I suspect that there are fewer "framed" crimes in real life in the US than in fiction (as a ratio of crime stories/actual incidents).  Note I would differentiate between crappy justice (let's blame this Elf for that crime, because we know an Elf did it and all Elves look alike) versus an actual setup (let's get [MENTION=177]Umbran[/MENTION]'s fingerprints on the tire iron and alter the logs so it shows his IP address).


----------



## Dioltach (Mar 8, 2012)

Where I live, in the Netherlands, chances are you'd never get arrested -- rightly or wrongly -- or, if you were, the case would never go to court. Apparently 60% of all incidents in the Netherlands never gets referred to the public prosecutor. And only 50,000 cases out of 800,000 (total number of incidents per year) lead to convictions.


----------



## Janx (Mar 8, 2012)

Dioltach said:


> Where I live, in the Netherlands, chances are you'd never get arrested -- rightly or wrongly -- or, if you were, the case would never go to court. Apparently 60% of all incidents in the Netherlands never gets referred to the public prosecutor. And only 50,000 cases out of 800,000 (total number of incidents per year) lead to convictions.




So people report crimes, but the cops don't follow-up or successfully identify a likely suspect to bring as a case?


That reminds me of the story I saw in the Freakonomics documentary about Japan's murder rate.  They had a great murder conviction rate because they didn't classify "hard to solve" cases as murders.  Apparently that fell apart with some famous Sumo guy got murdered and they pooched it.


----------



## JRRNeiklot (Mar 8, 2012)

Elf Witch said:


> In real life running is just stupid because you have now broken the law and you resisted arrest which is a crime.

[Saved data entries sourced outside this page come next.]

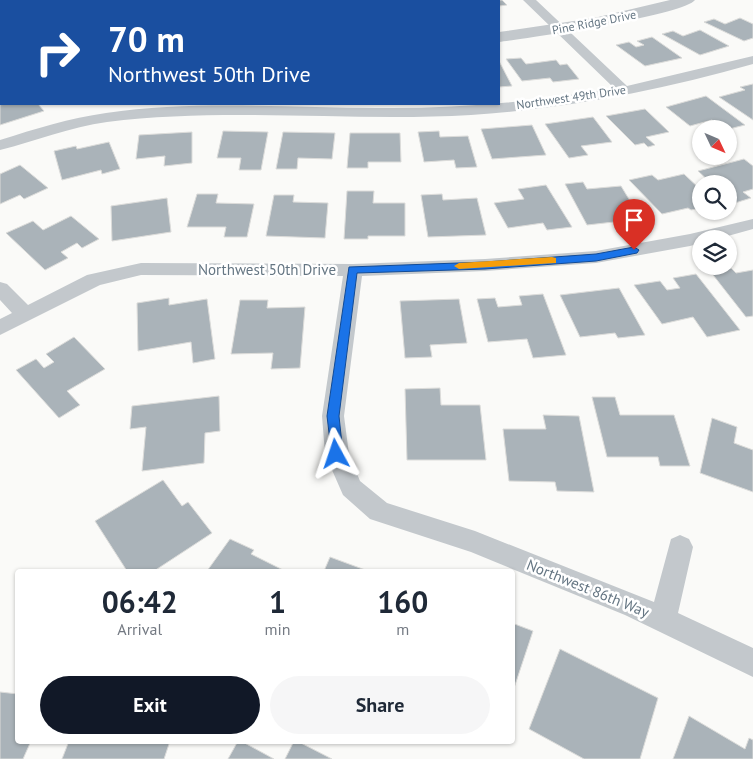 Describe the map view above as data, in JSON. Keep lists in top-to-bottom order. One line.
{"streets":{"street":["Pine Ridge Drive","Northwest 49th Drive","Northwest 50th Drive","Northwest 86th Way"]},"crossings":[["Northwest 50th Drive","Northwest 86th Way"]],"north":"bottom right","page":{"turn":["70 m","Northwest 50th Drive"],"eta":["06:42","Arrival","1","min","160","m"],"buttons":["Exit","Share"]}} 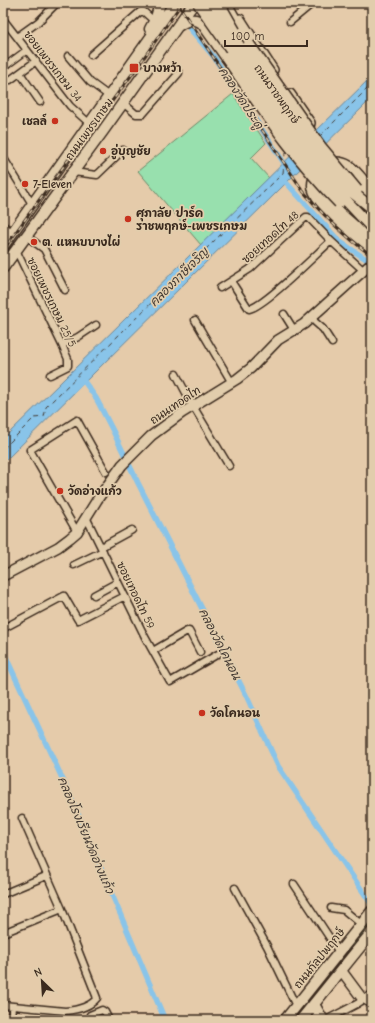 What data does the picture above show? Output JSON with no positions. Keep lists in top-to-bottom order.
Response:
{
  "streets": {
    "main road": [
      "ถนนราชพฤกษ์",
      "ถนนเพชรเกษม",
      "ถนนเทอดไท",
      "ถนนกัลปพฤกษ์"
    ],
    "street": [
      "ซอยเพชรเกษม 34",
      "ซอยเทอดไท 48",
      "ซอยเพชรเกษม 25/5",
      "ซอยเทอดไท 59"
    ]
  },
  "crossings": [
    ["ซอยเพชรเกษม 34", "ถนนเพชรเกษม"],
    ["ถนนเพชรเกษม", "ซอยเพชรเกษม 25/5"],
    ["ซอยเทอดไท 48", "ถนนเทอดไท"],
    ["ถนนเทอดไท", "ซอยเทอดไท 59"]
  ],
  "water": [
    "คลองวัดประดู่",
    "คลองภาษีเจริญ",
    "คลองวัดโคนอน",
    "คลองโรงเรียนวัดอ่างแก้ว"
  ],
  "places": {
    "transit": ["บางหว้า"],
    "other": [
      "เชลล์",
      "อู่บุญชัย",
      "7-Eleven",
      "ศุภาลัย ปาร์ค ราชพฤกษ์-เพชรเกษม",
      "ต. แหนบบางไผ่",
      "วัดอ่างแก้ว",
      "วัดโคนอน"
    ]
  },
  "scale_bar": "100 m",
  "north": "top left"
} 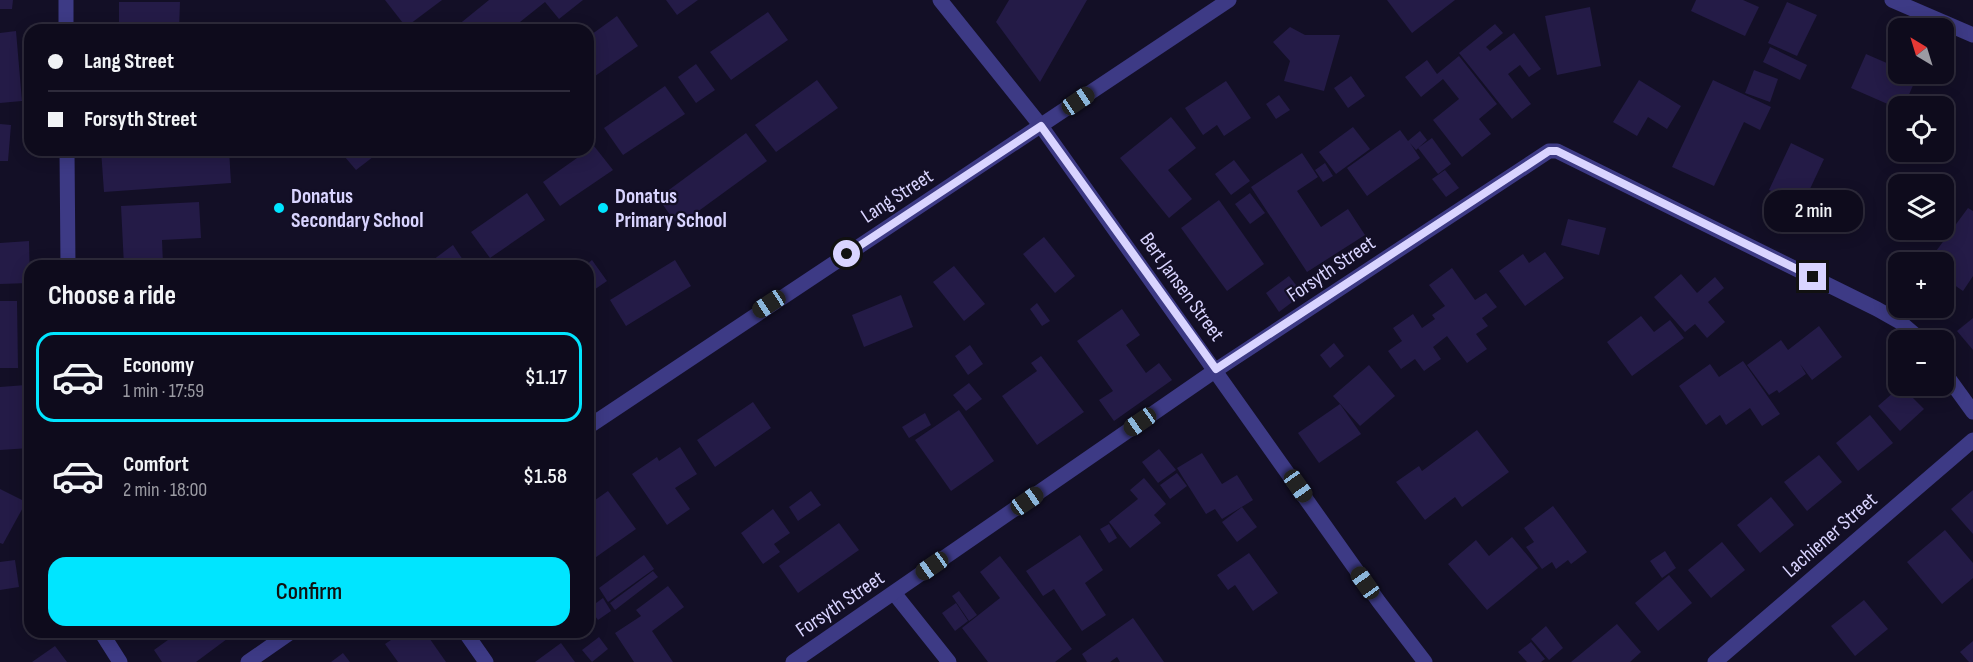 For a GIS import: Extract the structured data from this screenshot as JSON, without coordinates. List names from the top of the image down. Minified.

So if you were innocent before you are now guilty of a crime.




Actually, resisting a wrongful arrest is not a crime.  Caveat - you don't have to be guilty to be arrested.  But happening to be on the street when the store was robbed is no justification for an arrest.


----------



## Umbran (Mar 8, 2012)

JRRNeiklot said:


> Actually, resisting a wrongful arrest is not a crime.  Caveat - you don't have to be guilty to be arrested.  But happening to be on the street when the store was robbed is no justification for an arrest.

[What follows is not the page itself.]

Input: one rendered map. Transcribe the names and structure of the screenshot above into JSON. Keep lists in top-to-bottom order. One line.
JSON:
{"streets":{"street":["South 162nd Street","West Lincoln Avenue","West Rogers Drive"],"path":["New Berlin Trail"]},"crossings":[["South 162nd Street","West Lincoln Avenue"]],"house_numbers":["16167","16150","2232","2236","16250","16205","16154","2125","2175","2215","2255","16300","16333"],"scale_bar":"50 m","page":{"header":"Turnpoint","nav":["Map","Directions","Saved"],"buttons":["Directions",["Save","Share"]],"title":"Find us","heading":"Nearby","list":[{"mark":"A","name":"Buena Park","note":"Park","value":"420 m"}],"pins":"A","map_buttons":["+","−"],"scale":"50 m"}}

Resisting by running might be okay, but resisting through violence probably won't be tolerated by the cops or the courts, wrongful or otherwise.

Whether the arrest will be seen as justified will depend on the details, not the generalities - do the cops have "reasonable" basis for suspicion?  The rules of evidence for arrest are really, really loose, and unless the officer had clear knowledge that you were innocent of the crime, it probably won't be counted as "wrongful arrest" either.


----------



## Janx (Mar 8, 2012)

Umbran said:


> Resisting by running might be okay, but resisting through violence probably won't be tolerated by the cops or the courts, wrongful or otherwise.
> 
> Whether the arrest will be seen as justified will depend on the details, not the generalities - do the cops have "reasonable" basis for suspicion?  The rules of evidence for arrest are really, really loose, and unless the officer had clear knowledge that you were innocent of the crime, it probably won't be counted as "wrongful arrest" either.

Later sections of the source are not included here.